MALU BAUMGARTEN é natural de Porto Alegre/RS e desde 1997 vive em Toronto, no Canadá. É jornalista, escritora, tradutora e fotógrafa, especializada em poesia. Formada em inglês e literatura pela York University (Toronto). É uma das criadoras do do site 'Nós e Outras' (noseoutras.com), que promove a escrita e a arte da mulher. Faz parte dos coletivos 'Enluaradas' e 'Mulherio das Letras'.
Participou em diversas coletâneas de prosa e poesia no Brasil. Publicou traduções de poetas anglófonas na 'Revista Sepé', de Porto Alegre/RS. Uma mostra de seu trabalho pode ser visualizada nos sites da web noseoutras.com e urubuquaqua.com.
Livro publicado: A poesia da hora braba, Poetry of the wild hour (poesia, livro bilingue, Porto Alegre/RS: Bestiário Editora, Selo Invencionática, 2023 (no Brasil o livro pode ser obtido através do site da Bestiário Editora, no Canadá, através da York University Bookstore, de Toronto).

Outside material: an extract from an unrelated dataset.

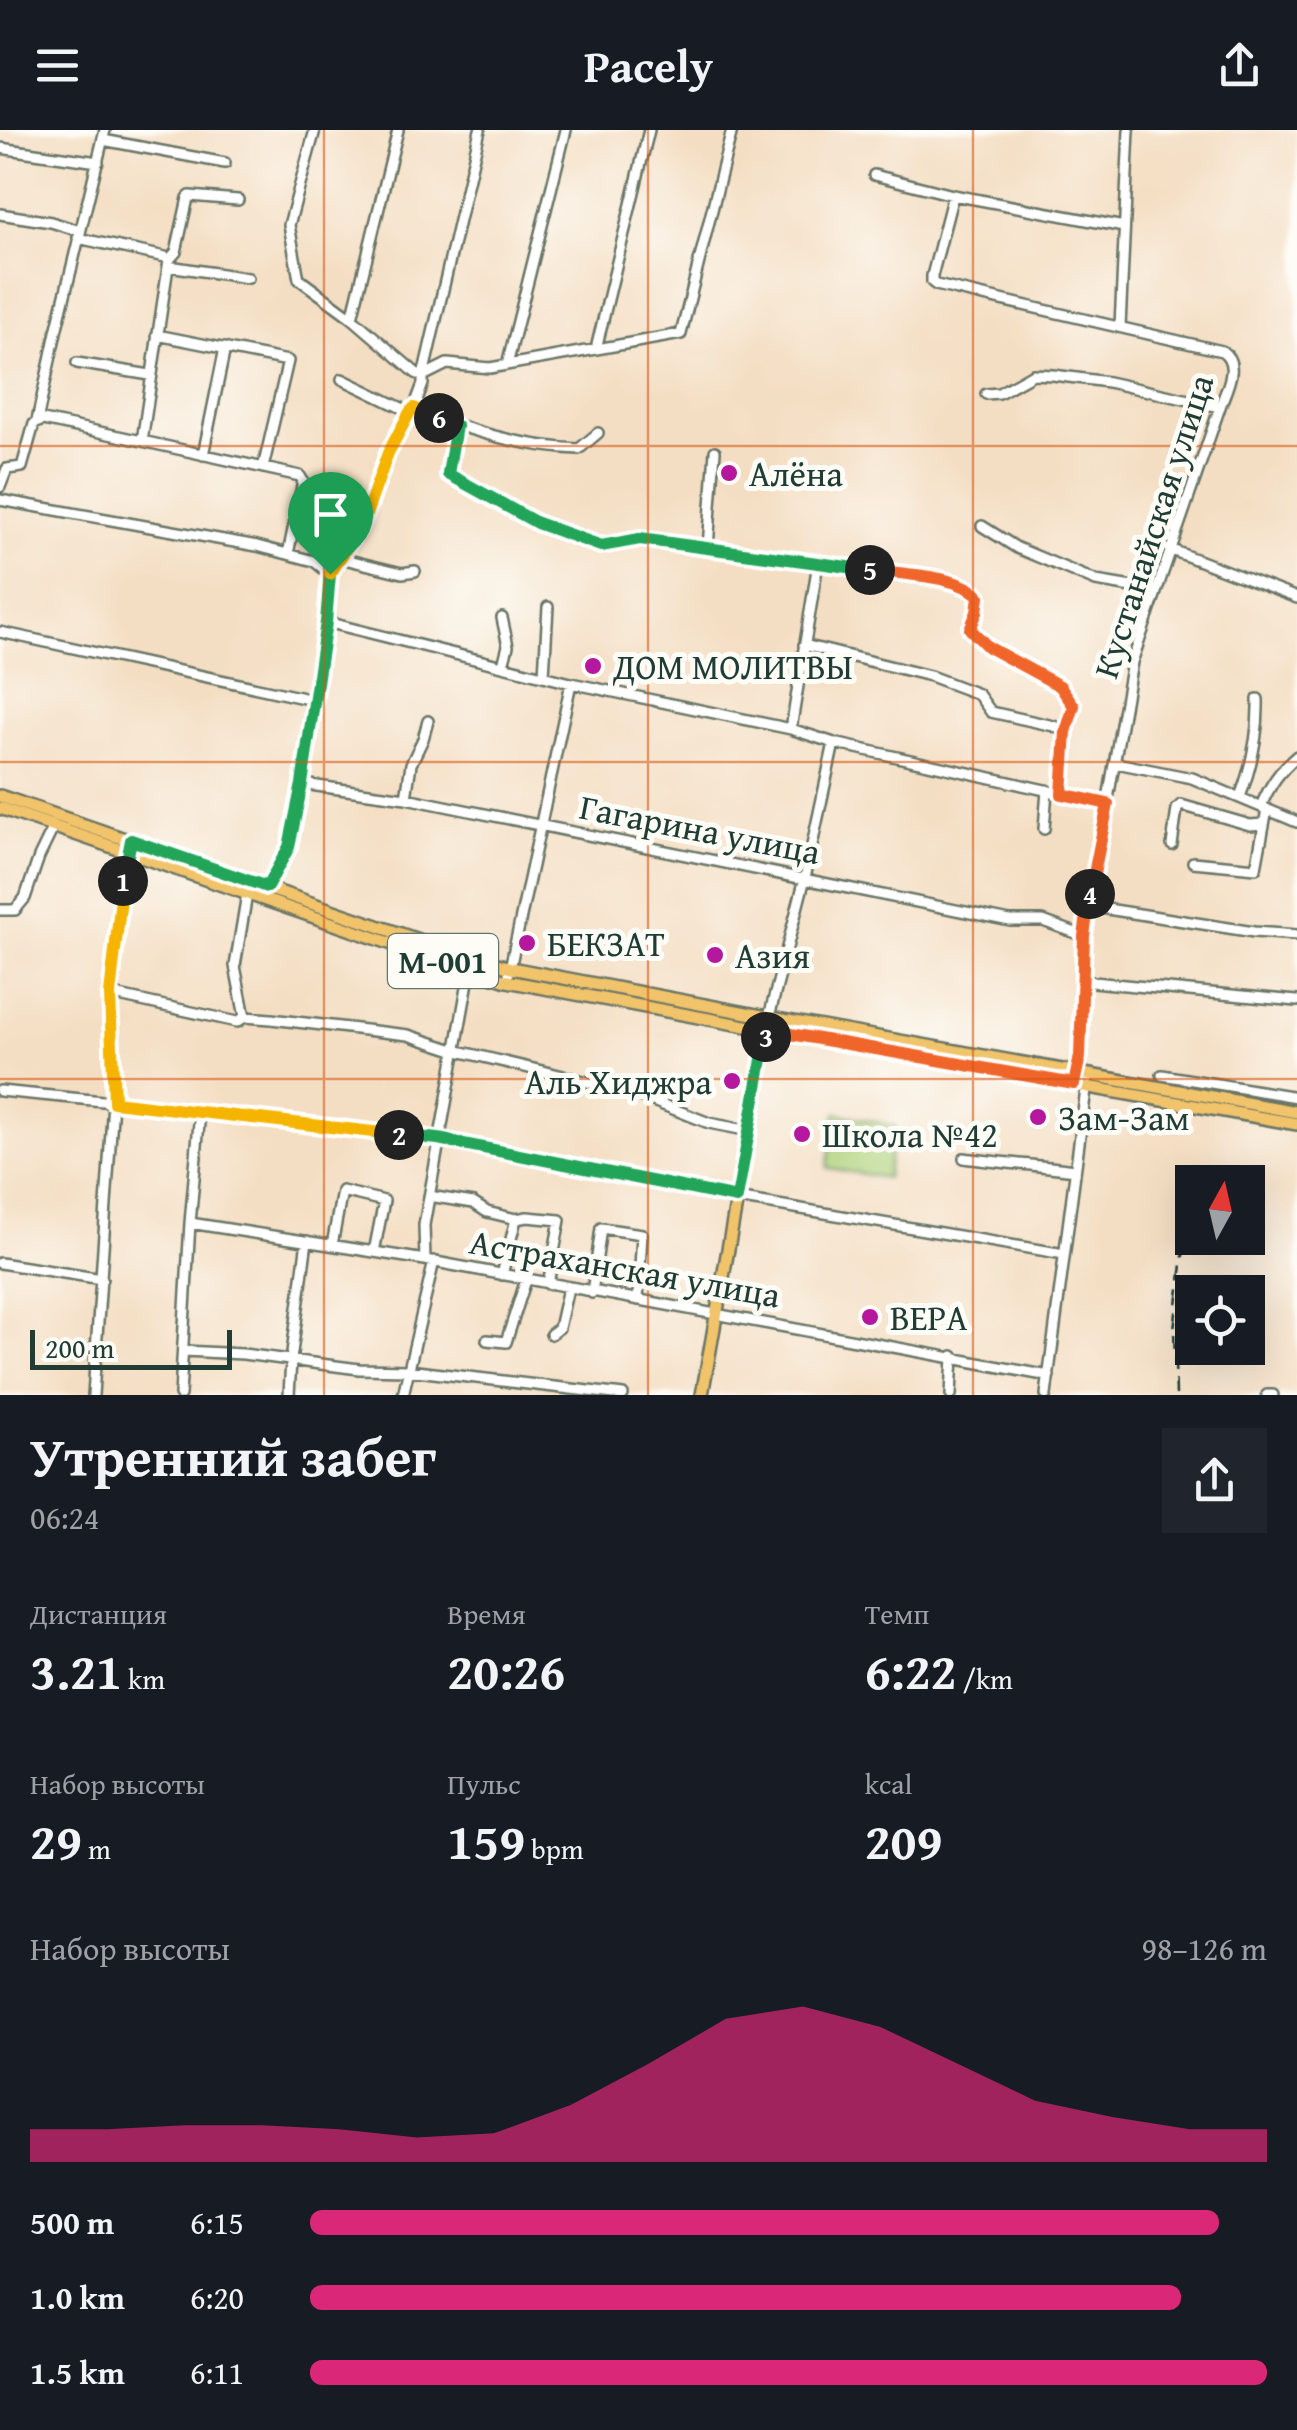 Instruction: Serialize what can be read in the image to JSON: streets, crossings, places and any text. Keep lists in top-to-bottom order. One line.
{"streets":{"main road":["M-001"],"street":["Кустанайская улица","Гагарина улица","Астраханская улица"]},"crossings":[["Кустанайская улица","Гагарина улица"],["Кустанайская улица","M-001"]],"places":["Алёна","ДОМ МОЛИТВЫ","БЕКЗАТ","Азия","Аль Хиджра","Зам-Зам","Школа №42","ВЕРА"],"scale_bar":"200 m","north":"top","page":{"header":"Pacely","pins":["6","5","1","4","3","2"],"scale":"200 m","heading":["Утренний забег","06:24"],"stats":[["Дистанция","3.21 km"],["Время","20:26"],["Темп","6:22 /km"],["Набор высоты","29 m"],["Пульс","159 bpm"],["kcal","209"]],"chart":["Набор высоты","98–126 m"],"list":[{"name":"500 m","note":"6:15"},{"name":"1.0 km","note":"6:20"},{"name":"1.5 km","note":"6:11"}]}}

Participação em antologias e coletâneas: Uma ciranda de deusas (Enluaradas Selo Editorial, 2021); O mundo ao redor (organizadora e participante, Porto Alegre/RS: Bestiário Editora, 2021); Do ventre à vida (primeiro tomo das bruxas, Enluaradas Selo Editorial, 2022); Solilóquios (Belo Horizonte/MG: Venas Abiertas, 2022); Arca de esconderijos (Porto Alegre/RS: Território das Artes, 2023); Publicar é um direito (Curitiba/PR: TAUP - Toma Aí Um Poema, 2023).